A former nuclear physicist is testing ice ponds he hopes will provide fresh drinking water and natural summer cooling to urban areas.

| January/February 1983

Most solar entrepreneurs harness the sun's warmth. But Ted Taylor — a nuclear physicist who designed bombs at Los Alamos in the 1950's and now an alternative energy researcher — has turned his attention to the use of winter's cold by storing that "coolth" in ice ponds.

Ted's frozen bodies of water — actually man-made "icebergs" — are created in winter so that, as they melt, they'll supply summer cooling (with assistance from underground conduction pipes) to nearby buildings. Perhaps the most noted of Ted's ice ponds is the one built for the Prudential Insurance Company's office complex not far from the campus of Princeton University.

Since the completion of that project, Taylor has been working steadily to refine and update his "coolers." In 1981 he and an engineering partner established a company, TDK, to design and install ice-pond systems. Right now, TDK is under commission to develop one of the frozen lakes for a dairy in western New York state. Because cooling is needed year round in the milk business, and because there are a lot of dairies in this chilly region, Ted hopes that the upstate New York area will provide fertile testing grounds for the business.

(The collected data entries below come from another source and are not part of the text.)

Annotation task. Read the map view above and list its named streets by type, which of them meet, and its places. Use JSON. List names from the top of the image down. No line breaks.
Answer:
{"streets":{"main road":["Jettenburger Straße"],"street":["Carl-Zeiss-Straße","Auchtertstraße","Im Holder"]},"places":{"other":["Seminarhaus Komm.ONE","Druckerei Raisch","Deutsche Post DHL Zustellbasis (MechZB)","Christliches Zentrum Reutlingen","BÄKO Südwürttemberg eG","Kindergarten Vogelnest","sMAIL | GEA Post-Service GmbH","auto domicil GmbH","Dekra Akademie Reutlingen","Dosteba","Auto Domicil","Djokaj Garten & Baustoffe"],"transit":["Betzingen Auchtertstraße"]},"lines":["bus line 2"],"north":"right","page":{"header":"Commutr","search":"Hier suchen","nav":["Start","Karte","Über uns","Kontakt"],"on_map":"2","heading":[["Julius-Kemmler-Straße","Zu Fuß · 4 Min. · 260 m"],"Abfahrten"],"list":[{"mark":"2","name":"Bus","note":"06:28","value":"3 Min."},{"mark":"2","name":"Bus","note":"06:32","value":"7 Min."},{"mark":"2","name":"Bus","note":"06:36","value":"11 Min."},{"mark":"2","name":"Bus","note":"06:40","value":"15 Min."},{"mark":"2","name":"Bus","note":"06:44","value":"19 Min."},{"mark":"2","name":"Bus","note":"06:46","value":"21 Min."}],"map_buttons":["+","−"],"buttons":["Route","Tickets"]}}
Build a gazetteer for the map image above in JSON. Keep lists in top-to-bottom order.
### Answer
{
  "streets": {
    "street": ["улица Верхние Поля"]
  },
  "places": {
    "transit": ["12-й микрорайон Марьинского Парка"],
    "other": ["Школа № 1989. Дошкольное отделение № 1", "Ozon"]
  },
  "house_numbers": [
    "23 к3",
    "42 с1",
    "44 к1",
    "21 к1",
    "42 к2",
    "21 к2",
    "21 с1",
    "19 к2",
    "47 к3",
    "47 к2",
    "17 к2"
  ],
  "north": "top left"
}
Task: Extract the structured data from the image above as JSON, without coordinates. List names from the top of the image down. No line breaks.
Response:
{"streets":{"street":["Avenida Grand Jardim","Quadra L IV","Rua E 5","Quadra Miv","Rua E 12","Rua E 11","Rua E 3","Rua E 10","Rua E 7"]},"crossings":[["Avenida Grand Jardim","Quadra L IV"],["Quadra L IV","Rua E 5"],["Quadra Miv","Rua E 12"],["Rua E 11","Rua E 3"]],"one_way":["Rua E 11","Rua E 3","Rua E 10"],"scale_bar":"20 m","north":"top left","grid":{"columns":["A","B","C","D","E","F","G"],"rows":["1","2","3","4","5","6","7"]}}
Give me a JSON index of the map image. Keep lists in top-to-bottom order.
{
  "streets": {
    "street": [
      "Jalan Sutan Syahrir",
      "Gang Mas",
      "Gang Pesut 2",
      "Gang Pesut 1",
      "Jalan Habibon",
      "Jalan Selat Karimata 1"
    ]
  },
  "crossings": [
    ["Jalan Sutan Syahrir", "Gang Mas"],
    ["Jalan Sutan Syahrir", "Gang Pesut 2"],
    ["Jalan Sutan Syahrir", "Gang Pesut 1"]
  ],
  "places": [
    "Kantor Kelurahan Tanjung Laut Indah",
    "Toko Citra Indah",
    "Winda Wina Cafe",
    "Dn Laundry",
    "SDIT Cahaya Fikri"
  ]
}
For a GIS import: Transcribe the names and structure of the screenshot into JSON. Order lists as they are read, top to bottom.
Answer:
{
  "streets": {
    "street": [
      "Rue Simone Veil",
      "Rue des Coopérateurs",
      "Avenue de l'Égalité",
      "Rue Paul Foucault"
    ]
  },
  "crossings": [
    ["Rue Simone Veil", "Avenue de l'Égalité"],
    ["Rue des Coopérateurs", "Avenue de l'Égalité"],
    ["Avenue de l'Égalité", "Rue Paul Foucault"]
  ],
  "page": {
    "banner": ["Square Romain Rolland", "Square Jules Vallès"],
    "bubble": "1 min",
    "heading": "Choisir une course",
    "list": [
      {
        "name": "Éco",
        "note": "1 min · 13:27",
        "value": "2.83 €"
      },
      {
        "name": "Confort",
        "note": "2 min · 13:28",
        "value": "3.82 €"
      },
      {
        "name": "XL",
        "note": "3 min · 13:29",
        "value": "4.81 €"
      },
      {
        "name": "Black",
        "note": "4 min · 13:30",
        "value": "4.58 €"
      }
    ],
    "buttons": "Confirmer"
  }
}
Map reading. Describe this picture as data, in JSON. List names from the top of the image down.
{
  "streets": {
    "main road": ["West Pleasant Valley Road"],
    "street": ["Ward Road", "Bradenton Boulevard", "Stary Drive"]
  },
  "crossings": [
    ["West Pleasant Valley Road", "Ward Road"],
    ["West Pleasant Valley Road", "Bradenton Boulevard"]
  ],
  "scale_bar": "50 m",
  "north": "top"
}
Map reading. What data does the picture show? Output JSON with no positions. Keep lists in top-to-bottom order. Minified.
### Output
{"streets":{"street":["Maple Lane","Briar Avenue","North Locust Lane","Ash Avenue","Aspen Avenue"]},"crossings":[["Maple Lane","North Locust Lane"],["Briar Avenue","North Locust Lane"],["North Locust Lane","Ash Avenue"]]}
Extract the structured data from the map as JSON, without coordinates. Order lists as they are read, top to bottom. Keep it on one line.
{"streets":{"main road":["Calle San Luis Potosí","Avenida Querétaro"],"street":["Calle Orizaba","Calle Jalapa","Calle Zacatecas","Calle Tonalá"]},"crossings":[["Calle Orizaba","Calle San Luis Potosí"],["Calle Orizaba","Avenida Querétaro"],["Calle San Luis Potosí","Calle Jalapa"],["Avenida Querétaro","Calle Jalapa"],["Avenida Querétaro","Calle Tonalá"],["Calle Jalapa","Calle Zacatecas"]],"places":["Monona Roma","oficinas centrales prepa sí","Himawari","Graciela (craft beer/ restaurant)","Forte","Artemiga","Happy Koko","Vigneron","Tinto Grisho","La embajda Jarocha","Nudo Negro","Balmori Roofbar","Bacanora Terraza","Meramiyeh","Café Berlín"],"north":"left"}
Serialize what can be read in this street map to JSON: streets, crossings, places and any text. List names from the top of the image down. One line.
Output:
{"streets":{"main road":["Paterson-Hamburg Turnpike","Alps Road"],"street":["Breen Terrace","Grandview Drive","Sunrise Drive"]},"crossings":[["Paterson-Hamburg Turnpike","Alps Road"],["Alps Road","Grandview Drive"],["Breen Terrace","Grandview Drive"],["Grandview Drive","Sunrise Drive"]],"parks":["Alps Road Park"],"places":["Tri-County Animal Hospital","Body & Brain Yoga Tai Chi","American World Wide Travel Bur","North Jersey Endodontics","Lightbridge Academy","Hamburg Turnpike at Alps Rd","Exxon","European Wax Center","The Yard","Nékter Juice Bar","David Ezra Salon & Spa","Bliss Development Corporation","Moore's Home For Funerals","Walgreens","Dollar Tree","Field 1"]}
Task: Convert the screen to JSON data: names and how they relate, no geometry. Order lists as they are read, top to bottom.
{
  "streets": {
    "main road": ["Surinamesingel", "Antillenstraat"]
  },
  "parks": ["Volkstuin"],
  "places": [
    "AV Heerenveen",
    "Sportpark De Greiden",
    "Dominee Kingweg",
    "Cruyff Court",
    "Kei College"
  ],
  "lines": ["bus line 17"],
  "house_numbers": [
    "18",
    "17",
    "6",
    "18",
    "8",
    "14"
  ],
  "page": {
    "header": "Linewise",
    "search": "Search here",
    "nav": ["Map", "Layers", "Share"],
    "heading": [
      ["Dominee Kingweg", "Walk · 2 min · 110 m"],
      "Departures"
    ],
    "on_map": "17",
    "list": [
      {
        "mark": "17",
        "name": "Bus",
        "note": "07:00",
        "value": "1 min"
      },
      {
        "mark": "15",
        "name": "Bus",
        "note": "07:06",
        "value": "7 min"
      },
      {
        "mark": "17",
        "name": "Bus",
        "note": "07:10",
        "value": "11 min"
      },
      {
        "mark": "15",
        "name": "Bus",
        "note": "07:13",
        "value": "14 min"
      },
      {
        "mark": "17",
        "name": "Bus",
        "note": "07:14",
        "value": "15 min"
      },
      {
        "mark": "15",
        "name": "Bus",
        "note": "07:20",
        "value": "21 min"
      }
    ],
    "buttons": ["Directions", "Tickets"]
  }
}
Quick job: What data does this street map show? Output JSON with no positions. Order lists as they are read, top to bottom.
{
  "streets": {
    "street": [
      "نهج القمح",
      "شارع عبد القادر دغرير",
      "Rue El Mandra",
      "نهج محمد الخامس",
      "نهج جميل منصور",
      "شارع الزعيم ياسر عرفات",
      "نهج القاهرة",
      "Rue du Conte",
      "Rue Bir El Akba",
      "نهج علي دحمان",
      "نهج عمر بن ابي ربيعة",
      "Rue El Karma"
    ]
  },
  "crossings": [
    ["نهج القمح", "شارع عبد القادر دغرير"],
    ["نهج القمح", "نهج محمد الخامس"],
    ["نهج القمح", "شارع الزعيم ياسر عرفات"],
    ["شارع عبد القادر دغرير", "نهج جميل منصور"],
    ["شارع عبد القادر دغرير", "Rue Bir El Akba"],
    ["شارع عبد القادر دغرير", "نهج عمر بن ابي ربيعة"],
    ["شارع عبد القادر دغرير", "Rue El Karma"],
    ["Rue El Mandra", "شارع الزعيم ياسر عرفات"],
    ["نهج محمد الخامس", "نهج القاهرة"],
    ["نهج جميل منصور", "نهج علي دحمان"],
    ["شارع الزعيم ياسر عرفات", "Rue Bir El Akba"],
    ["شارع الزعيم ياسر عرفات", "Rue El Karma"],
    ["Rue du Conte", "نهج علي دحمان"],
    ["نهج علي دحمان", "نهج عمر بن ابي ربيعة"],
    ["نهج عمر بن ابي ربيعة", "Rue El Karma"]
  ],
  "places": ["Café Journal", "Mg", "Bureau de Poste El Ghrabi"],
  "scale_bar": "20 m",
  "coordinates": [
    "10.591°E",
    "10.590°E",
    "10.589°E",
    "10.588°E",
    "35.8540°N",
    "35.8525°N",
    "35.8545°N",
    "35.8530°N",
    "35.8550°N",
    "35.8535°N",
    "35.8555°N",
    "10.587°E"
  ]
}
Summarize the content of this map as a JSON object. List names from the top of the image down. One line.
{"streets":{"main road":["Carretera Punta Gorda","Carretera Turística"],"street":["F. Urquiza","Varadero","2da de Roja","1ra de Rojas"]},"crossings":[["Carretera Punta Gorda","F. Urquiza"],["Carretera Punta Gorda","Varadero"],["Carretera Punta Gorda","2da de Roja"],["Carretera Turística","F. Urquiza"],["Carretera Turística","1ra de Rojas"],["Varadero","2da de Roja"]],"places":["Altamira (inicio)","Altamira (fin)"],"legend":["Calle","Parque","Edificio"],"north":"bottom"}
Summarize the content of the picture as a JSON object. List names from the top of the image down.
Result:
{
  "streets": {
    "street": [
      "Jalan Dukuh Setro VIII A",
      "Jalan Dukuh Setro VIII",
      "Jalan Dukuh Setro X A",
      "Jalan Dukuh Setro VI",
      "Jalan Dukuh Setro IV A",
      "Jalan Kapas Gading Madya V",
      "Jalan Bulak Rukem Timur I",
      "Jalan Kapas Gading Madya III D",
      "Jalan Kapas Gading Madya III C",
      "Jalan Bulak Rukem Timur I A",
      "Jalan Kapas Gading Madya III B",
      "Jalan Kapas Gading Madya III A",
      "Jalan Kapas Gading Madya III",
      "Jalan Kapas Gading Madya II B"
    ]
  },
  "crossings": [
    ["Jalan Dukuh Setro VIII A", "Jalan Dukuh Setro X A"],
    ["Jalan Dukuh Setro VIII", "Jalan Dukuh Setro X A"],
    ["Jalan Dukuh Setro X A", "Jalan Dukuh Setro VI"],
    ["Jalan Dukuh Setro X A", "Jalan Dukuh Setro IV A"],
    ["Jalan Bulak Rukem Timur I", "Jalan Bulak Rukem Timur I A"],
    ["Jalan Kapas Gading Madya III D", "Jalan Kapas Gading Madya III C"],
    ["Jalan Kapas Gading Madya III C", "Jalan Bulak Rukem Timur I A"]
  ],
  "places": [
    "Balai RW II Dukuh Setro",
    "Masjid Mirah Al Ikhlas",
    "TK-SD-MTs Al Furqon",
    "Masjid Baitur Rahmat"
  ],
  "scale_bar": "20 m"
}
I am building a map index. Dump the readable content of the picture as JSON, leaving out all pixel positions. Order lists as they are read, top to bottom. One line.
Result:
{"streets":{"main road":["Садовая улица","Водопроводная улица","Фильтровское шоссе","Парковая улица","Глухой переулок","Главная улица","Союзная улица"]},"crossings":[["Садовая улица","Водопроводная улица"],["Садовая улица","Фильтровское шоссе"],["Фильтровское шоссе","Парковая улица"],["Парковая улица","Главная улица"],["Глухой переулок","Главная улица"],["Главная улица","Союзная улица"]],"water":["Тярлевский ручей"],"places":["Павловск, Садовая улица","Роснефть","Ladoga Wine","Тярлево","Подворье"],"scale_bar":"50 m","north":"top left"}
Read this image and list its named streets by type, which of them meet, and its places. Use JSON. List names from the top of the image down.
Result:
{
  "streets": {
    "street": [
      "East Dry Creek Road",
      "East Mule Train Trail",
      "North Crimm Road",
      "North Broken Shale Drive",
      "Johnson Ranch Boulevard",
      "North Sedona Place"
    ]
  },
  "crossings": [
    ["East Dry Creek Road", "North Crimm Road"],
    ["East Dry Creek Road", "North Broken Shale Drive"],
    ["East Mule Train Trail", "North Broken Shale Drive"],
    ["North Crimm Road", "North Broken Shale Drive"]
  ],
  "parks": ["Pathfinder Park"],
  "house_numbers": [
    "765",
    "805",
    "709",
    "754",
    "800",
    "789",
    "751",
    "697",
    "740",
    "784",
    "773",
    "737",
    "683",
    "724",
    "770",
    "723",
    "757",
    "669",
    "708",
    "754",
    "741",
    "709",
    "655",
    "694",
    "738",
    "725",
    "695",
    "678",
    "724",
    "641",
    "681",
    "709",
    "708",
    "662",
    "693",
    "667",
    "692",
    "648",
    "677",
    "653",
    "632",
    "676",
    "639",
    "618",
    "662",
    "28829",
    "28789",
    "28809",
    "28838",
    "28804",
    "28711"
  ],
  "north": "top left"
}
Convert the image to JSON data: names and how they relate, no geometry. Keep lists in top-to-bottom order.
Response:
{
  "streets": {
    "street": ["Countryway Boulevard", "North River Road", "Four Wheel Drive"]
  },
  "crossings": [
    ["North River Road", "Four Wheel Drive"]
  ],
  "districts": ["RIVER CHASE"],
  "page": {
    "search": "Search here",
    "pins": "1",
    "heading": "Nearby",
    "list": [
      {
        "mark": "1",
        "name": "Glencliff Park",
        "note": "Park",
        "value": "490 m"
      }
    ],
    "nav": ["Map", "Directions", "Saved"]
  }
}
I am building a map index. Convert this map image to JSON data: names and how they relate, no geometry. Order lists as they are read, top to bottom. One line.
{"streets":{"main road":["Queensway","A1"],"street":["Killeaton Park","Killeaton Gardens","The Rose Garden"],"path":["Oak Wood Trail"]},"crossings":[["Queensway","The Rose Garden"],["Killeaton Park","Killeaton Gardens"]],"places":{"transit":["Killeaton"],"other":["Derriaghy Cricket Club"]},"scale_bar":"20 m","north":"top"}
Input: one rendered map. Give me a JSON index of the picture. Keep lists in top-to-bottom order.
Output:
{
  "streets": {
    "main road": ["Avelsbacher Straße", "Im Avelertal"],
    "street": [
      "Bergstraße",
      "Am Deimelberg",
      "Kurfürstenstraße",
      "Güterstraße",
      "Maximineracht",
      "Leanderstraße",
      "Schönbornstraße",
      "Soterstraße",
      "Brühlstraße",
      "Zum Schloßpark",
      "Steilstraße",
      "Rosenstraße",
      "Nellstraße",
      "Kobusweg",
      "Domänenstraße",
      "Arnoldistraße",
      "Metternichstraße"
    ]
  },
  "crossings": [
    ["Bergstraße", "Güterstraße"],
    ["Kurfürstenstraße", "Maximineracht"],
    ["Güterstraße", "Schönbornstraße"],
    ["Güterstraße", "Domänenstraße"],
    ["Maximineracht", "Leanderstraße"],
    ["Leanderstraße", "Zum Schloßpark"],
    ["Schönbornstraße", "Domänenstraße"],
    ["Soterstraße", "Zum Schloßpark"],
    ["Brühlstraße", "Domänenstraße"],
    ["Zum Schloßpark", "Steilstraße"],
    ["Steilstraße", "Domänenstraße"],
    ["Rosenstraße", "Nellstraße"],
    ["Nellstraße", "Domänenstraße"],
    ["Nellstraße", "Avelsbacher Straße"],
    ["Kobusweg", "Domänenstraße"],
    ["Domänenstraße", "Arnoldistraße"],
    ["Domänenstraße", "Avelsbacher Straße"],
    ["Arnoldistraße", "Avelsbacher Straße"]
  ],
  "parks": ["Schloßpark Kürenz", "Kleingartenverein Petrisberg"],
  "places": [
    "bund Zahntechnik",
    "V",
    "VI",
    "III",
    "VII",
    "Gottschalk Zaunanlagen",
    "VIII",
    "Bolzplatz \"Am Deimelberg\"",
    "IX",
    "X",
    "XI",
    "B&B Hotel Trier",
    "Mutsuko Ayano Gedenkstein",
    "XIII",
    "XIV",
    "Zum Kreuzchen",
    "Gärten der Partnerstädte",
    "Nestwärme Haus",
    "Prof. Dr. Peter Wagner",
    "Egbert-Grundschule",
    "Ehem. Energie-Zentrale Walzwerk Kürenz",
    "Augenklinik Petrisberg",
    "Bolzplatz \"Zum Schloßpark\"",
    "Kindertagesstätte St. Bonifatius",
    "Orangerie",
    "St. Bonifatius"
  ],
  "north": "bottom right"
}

Now, besides continuing to explore the summer cooling potential of his revolutionary lakes, the physicist/environmentalist is also investigating the possibility that ice ponds could provide drinking water from the sea! This idea may have special merit for northern coastal towns (where there's limitless "raw material," of course), especially those already suffering a shortage of pure water.

Put simply, Ted's theory is that when salt water starts to freeze — at about 29°F — the first ice crystals to form will be relatively salt-free. Then, if the still-unfrozen, saline-heavy liquid can be drained off, the nearly saltless ice can serve as a stockpile of fresh water for human consumption.

The concentration of salt in seawater is about 30,000 parts per million. But once the ice crystals have formed — if the process is controlled to keep the "fresh" water solid and the "waste" salt solution liquid — what's left will be blocks of ice with an overall salt content well below the 250 parts per million that's generally considered acceptable for drinking.